Collection entries
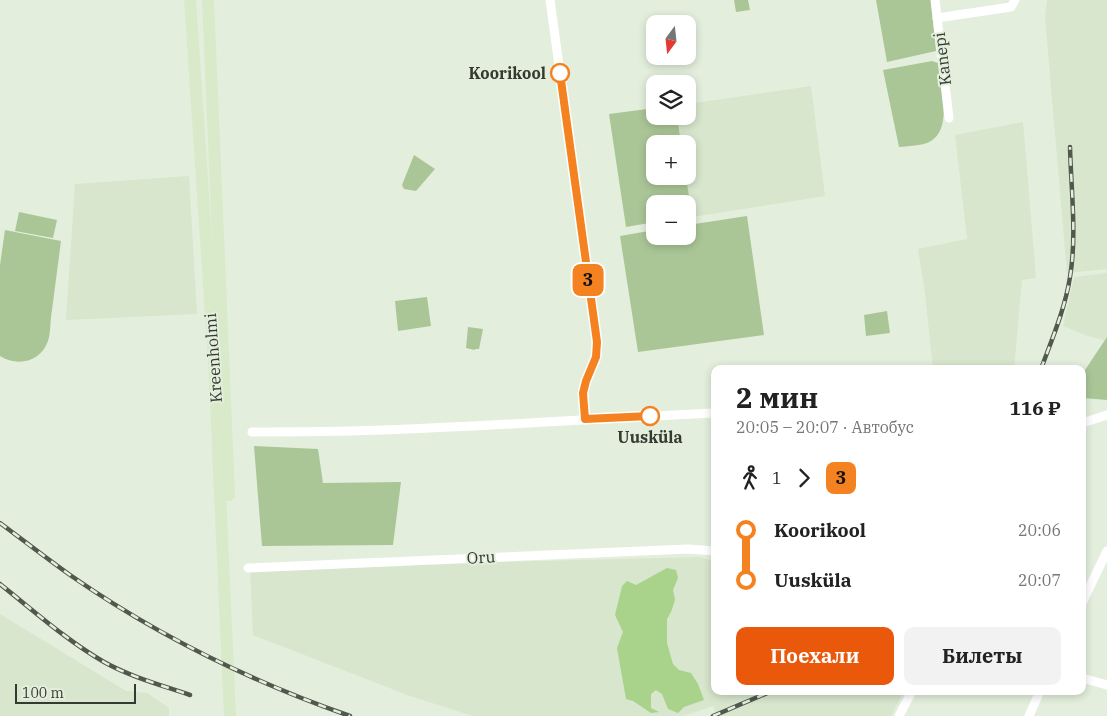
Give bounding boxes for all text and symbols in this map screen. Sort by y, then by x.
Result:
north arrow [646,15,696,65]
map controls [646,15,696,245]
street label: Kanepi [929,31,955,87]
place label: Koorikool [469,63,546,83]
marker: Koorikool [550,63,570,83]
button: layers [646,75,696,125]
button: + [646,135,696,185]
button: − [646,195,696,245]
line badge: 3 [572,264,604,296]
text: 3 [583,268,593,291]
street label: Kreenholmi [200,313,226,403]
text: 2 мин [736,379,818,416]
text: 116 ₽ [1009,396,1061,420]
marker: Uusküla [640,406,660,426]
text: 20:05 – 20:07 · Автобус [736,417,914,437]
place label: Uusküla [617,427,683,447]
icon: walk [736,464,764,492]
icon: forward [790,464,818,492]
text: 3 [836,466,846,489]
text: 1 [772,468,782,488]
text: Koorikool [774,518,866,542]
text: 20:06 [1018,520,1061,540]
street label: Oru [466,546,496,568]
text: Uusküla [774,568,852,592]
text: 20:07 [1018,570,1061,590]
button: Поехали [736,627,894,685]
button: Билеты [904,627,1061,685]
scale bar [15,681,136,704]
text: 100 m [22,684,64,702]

WHAT THE TASK REQUIRES →
Every line above should be returned exactly; the pictures stay out.

ANSWER SECTION →
Give bounding boxes for all text and symbols in this map screen. Sort by y, then by x.
Result:
north arrow [646,15,696,65]
map controls [646,15,696,245]
street label: Kanepi [929,31,955,87]
place label: Koorikool [469,63,546,83]
marker: Koorikool [550,63,570,83]
button: layers [646,75,696,125]
button: + [646,135,696,185]
button: − [646,195,696,245]
line badge: 3 [572,264,604,296]
text: 3 [583,268,593,291]
street label: Kreenholmi [200,313,226,403]
text: 2 мин [736,379,818,416]
text: 116 ₽ [1009,396,1061,420]
marker: Uusküla [640,406,660,426]
text: 20:05 – 20:07 · Автобус [736,417,914,437]
place label: Uusküla [617,427,683,447]
icon: walk [736,464,764,492]
icon: forward [790,464,818,492]
text: 3 [836,466,846,489]
text: 1 [772,468,782,488]
text: Koorikool [774,518,866,542]
text: 20:06 [1018,520,1061,540]
street label: Oru [466,546,496,568]
text: Uusküla [774,568,852,592]
text: 20:07 [1018,570,1061,590]
button: Поехали [736,627,894,685]
button: Билеты [904,627,1061,685]
scale bar [15,681,136,704]
text: 100 m [22,684,64,702]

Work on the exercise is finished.